Database Design – Should Table Relations Be Defined in Database or Code?

MySQLrdbmsrelational-databaseschema

In my experience, many of the projects I have read in the past didn't have relationship definitions in the database, instead they only defined them in the source code. So I'm wondering what are the advantages/disadvantages of defining relations between tables in the database and in source code? And the broader question is about other advanced features in modern databases like cascade, triggers, procedures… There are some points in my thoughts:

In the database:

  • Correct data from design. Prevent application errors which can cause invalid data.

  • Reduce network round trip to application when inserting/updating data as application has to make more query(s) to check data integrity.

In source code:

  • More flexible.

  • Better when scaling to multiple databases, as sometimes the relation can be cross-database.

  • More control over data integrity. The database doesn't have to check every time the application modifies data (complexity can be O(n) or O(n log n) (?)). Instead, it's delegated to application. And I think handling data integrity in the application will lead to more verbose error messages than using the database. Eg: when you create an API server, if you define the relations in the database, and something goes wrong (like the referenced entity doesn't exist), you will get an SQL Exception with a message. The simple way will be to return 500 to the client that there is an "Internal server error" and the client will have no idea what is going wrong. Or the server can parse the message to figure out what's wrong, which is an ugly, error-prone way in my opinion. If you let the application handle this, the server can generate a more meaningful message to client.

Is there anything else?

Edit: as Kilian points out, my point about performance & data integrity is very misguided. So I edited to correct my point there. I totally understand that letting the database handle it will be a more efficient and robust approach. Please check the updated question and give some thoughts about it.

Edit: thank you everyone. The answers I received all point out that the constraints/relations should be defined in the database. :). I have one more question, as it is quite out of scope of this question, I've just posted it as a separate question: Handle database error for API server. Please leave some insights.

Best Answer

TL;DR: Relationship constraints should go in the database.


Your application ain't big enough.

You are correct, indeed, that enforcing relationships across databases may require enforcing them in the application.

I would point out, however, that you should first check the documentation of the database software you are using, and check existing product offers. For example, there are clustering offers on top of Postgres and MySQL.

And even if you end up needing to have some validation in the application, don't throw out the baby with the bath water. After all, the less you have to do, the better off you are.

Finally, if you are worried about future scalability issues, I am afraid that your application will have to undergo significant changes before it can scale anyway. As a rule of thumb, every time you grow 10x, you have to re-design... so let's not sink too much money into failing to anticipate scalability issues, and instead use money to actually reach the point where you have those issues.

Your application ain't correct enough.

What is the chance that the database you use have a faulty implementation of the check compared to the chance that your application has a faulty implementation of the check?

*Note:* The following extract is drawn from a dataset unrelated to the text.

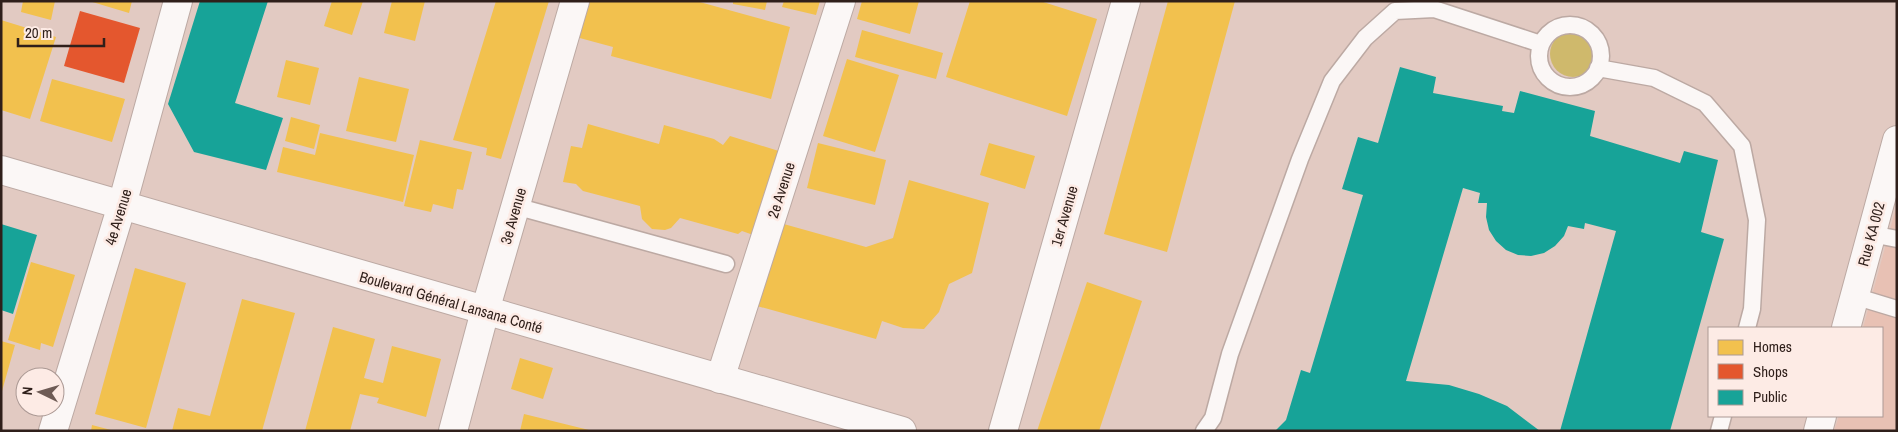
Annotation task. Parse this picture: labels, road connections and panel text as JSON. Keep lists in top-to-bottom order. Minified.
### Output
{"streets":{"street":["2e Avenue","3e Avenue","1er Avenue","4e Avenue","Rue KA 002","Boulevard Général Lansana Conté"]},"crossings":[["2e Avenue","Boulevard Général Lansana Conté"],["3e Avenue","Boulevard Général Lansana Conté"],["4e Avenue","Boulevard Général Lansana Conté"]],"legend":["Homes","Shops","Public"],"scale_bar":"20 m","north":"left"}
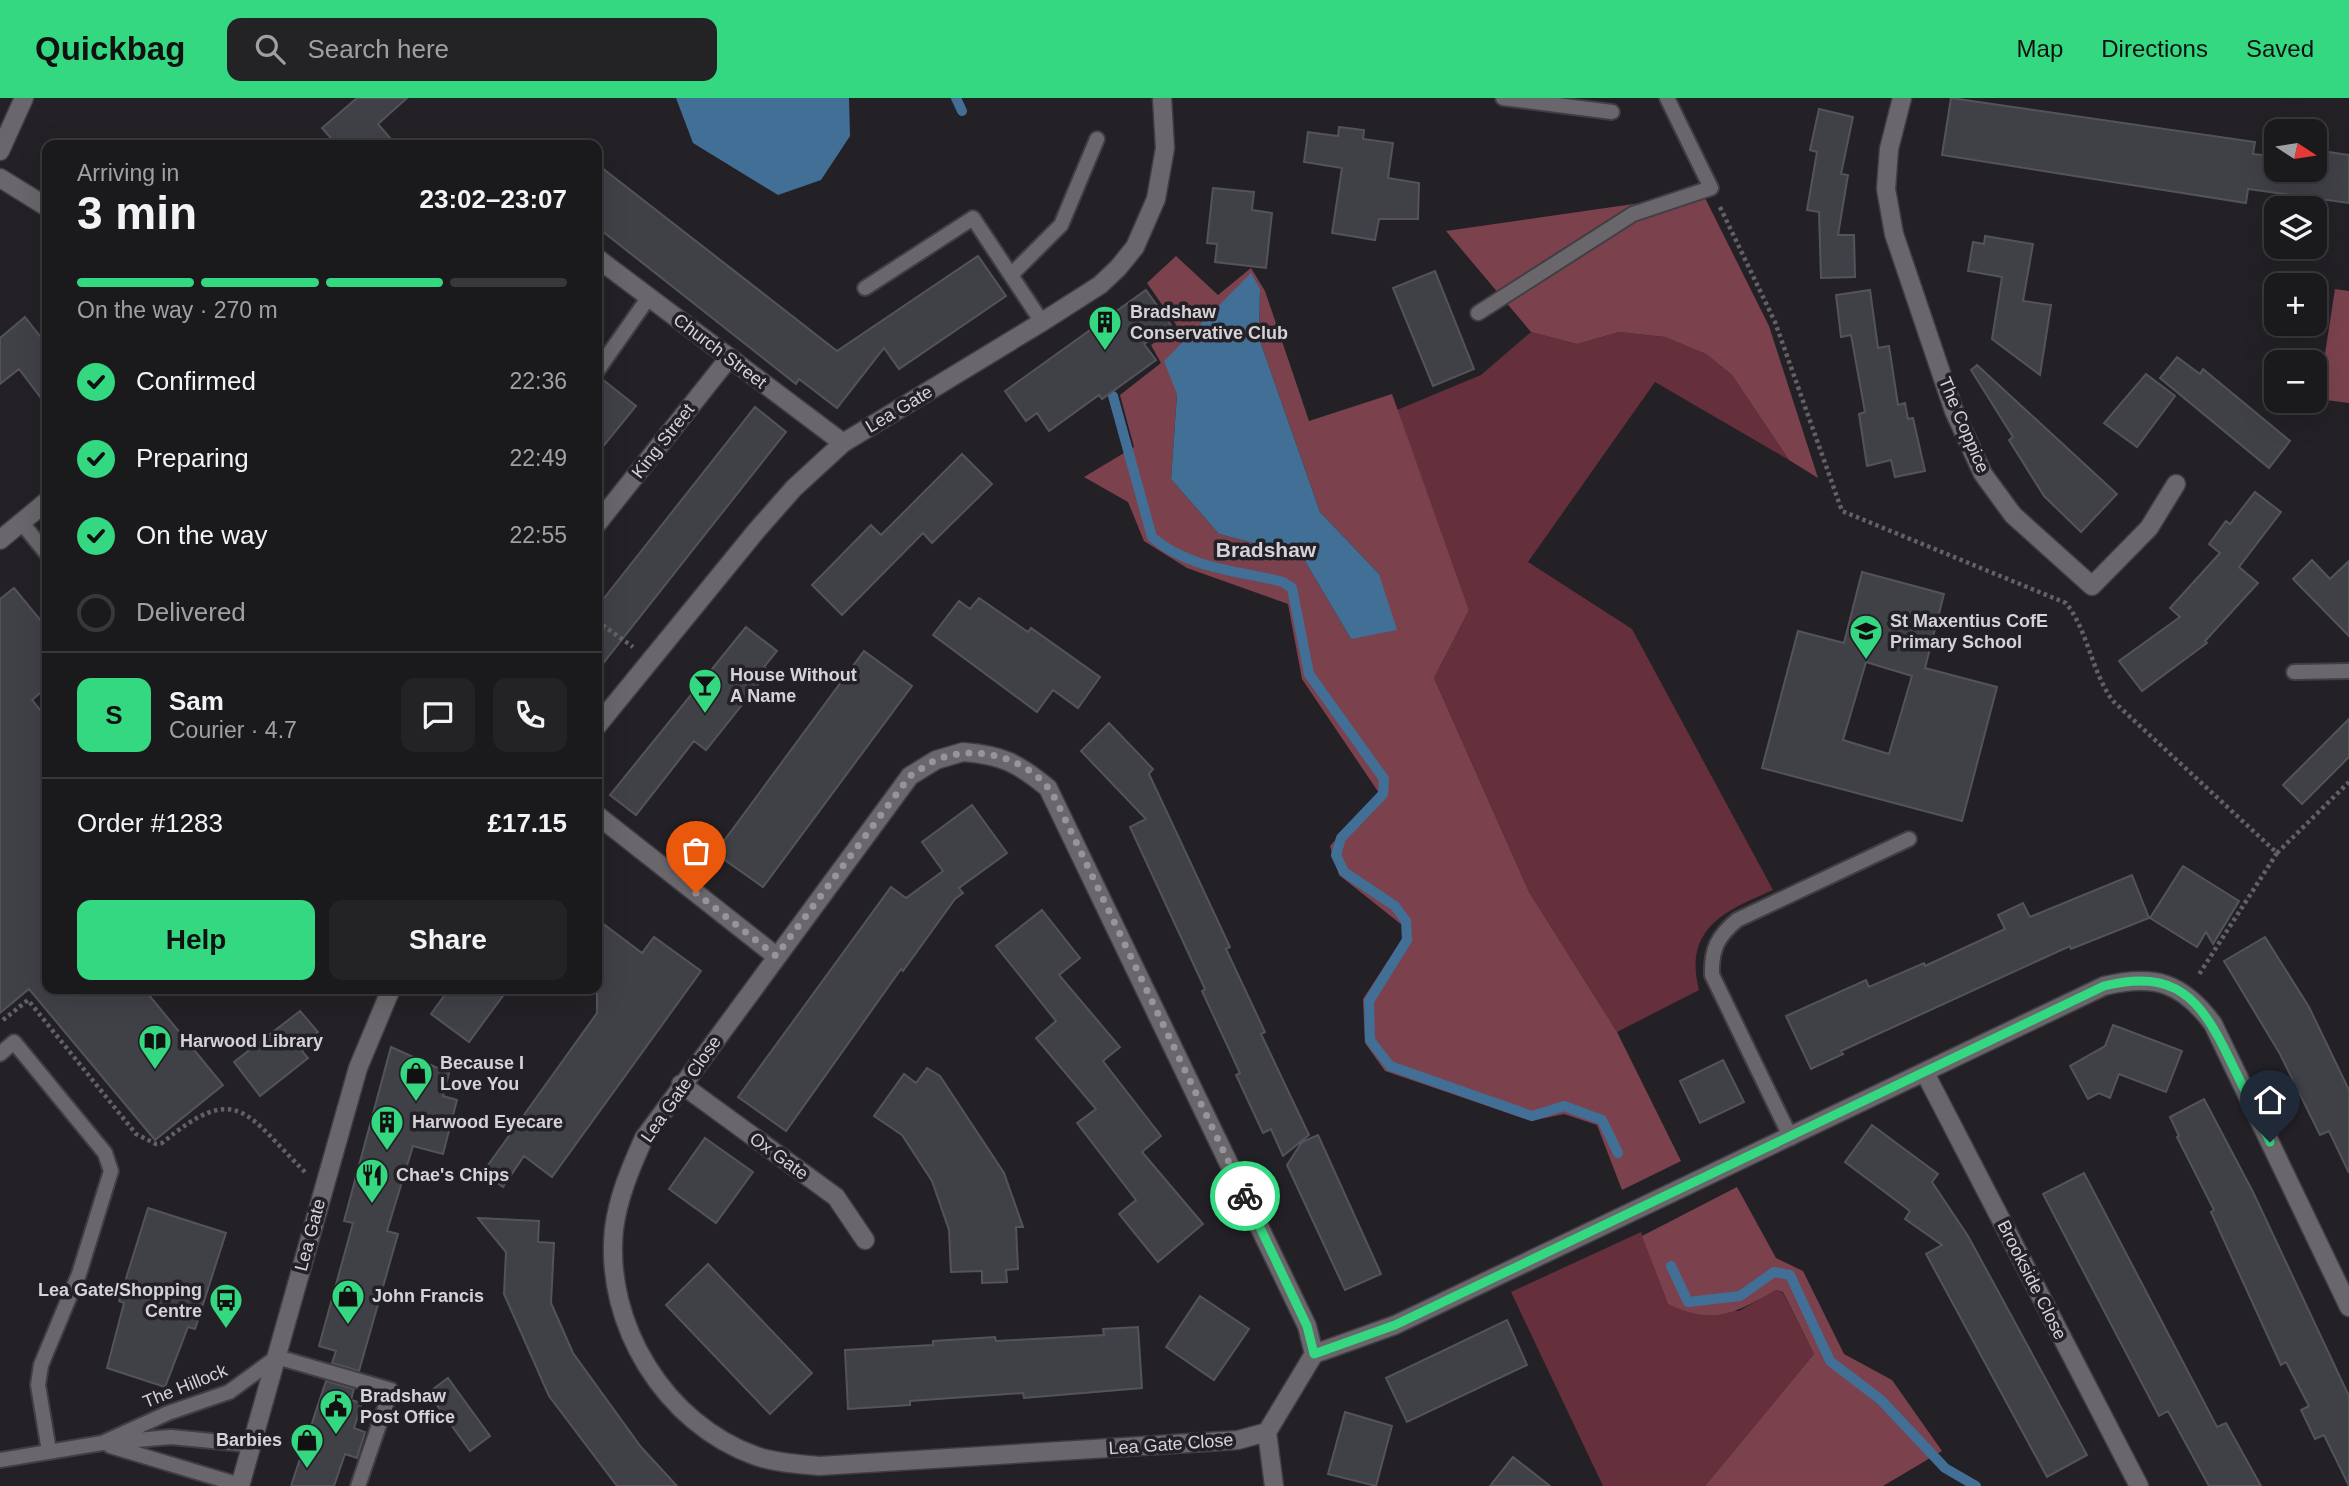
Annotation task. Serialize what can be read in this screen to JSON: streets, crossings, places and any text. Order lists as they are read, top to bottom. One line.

And which one do you alter most often?

I'd bet on the database being correct, any time.

Your developers ain't thinking distributed enough.

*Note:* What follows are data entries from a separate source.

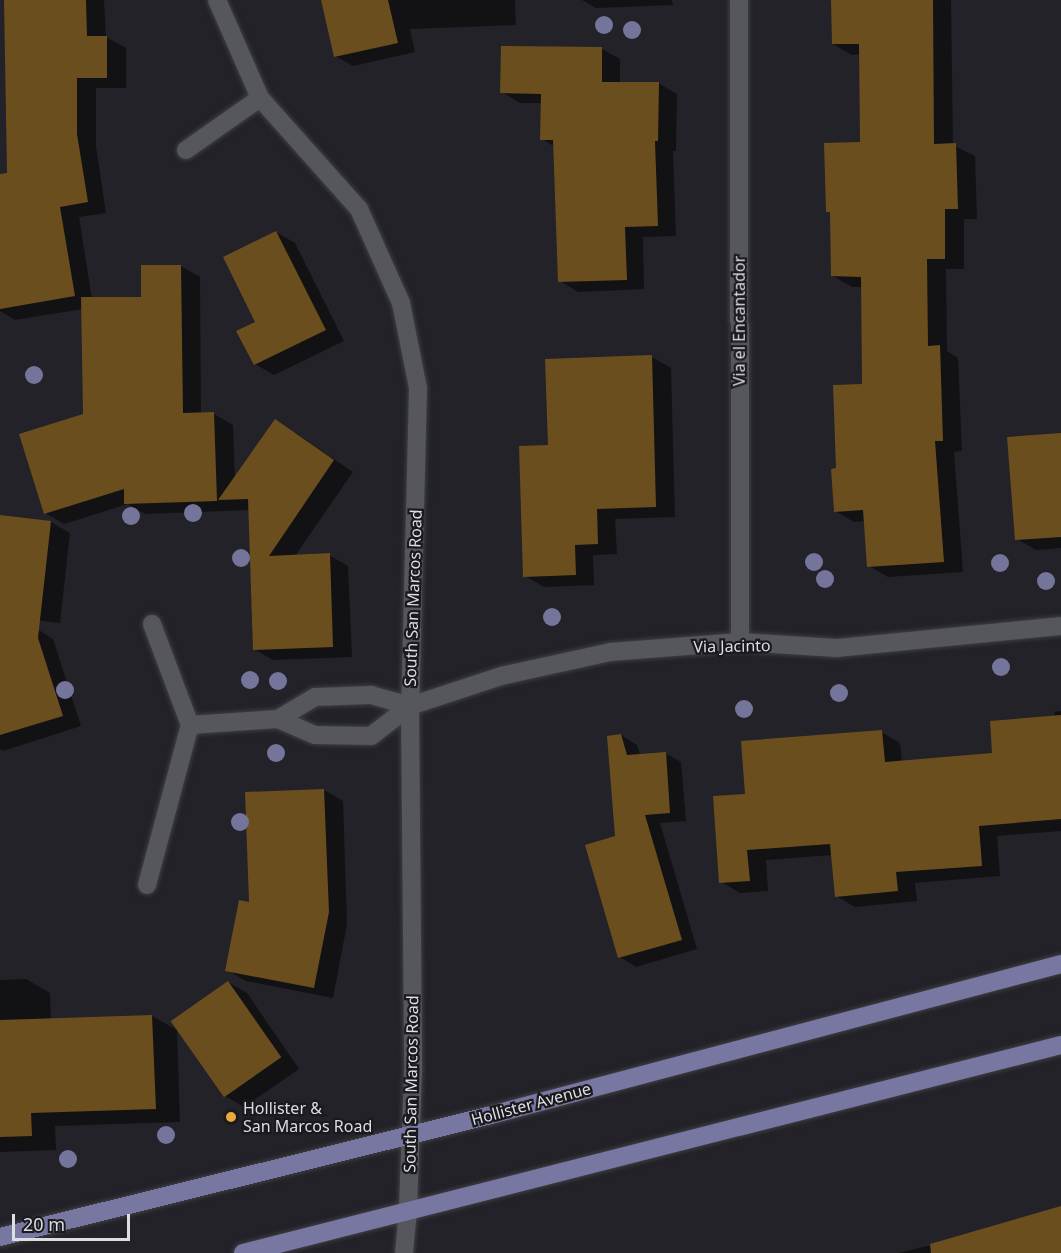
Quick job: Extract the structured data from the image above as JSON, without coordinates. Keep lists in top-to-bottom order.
{
  "streets": {
    "main road": ["Hollister Avenue"],
    "street": ["Via el Encantador", "South San Marcos Road", "Via Jacinto"]
  },
  "crossings": [
    ["Via el Encantador", "Via Jacinto"],
    ["South San Marcos Road", "Via Jacinto"],
    ["South San Marcos Road", "Hollister Avenue"]
  ],
  "places": ["Hollister & San Marcos Road"],
  "scale_bar": "20 m"
}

Reduce network round trip to application when insert/update data as application has to make more query(s) to check data integrity.

Red Flag!1

If you are thinking:

  • check if the record exists
  • if not, insert record

then you failed the most basic concurrency issue: another process/thread might be adding the record as you go.

If you are thinking:

  • check if the record exists
  • if not, insert record
  • check if the record was inserted as a duplicate

then you failed to account for MVCC: the view of the database that you have is a snapshot at the time your transaction started; it does not show all the updates that are occurring, and maybe not even committed.

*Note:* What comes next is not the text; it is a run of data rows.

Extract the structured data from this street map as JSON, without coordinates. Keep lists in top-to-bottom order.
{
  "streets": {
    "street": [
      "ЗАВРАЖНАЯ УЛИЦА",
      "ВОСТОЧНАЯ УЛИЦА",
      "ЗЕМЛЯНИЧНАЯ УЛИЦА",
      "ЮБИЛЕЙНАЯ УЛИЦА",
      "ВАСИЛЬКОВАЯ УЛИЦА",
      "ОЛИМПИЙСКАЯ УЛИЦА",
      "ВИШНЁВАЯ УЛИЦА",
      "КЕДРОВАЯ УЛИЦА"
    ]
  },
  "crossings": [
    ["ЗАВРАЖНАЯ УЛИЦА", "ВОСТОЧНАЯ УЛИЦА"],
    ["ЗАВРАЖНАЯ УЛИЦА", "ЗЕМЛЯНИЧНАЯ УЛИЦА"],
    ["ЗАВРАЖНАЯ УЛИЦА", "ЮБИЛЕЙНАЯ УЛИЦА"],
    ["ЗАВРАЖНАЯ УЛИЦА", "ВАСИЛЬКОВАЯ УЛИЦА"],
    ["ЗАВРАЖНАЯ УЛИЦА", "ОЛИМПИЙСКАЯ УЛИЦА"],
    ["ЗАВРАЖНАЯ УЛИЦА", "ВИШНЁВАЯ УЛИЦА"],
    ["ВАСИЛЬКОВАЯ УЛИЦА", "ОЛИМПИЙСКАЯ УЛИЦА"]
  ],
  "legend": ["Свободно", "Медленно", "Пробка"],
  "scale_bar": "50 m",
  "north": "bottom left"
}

Maintaining constraints across multiple sessions is a really hard problem, be glad it's solved in your database.

1 Unless your database properly implements the Serializable property; but few actually do.


Last:

And I think, handle data integrity in application will let to more verbose error message than using database. Eg: when you create an API server. If you define relations in database, and something go wrong(like the referenced entity doesn't exist), you will get an SQL Exception with message.

Do not parse error messages, if you use any production-grade database it should return structured errors. You'll have some error code, at least, to indicate what is possibly wrong, and based on this code you can craft a suitable error message.

Note that most of the times the code is enough: if you have an error code telling you that a referenced foreign key does not exist, then it's likely that this table only has one foreign key, so you know in the code what the problem is.

Also, and let's be honest here, most of the times you will not handle errors that gracefully anyway. Just because there are so many of them and you'll fail to account for them all...

... which just ties in to the correctness point above. Each time you see a "500: Internal Server Error" because a database constraint fired and was not handled, it means the database saved you, since you just forgot to handle it in the code.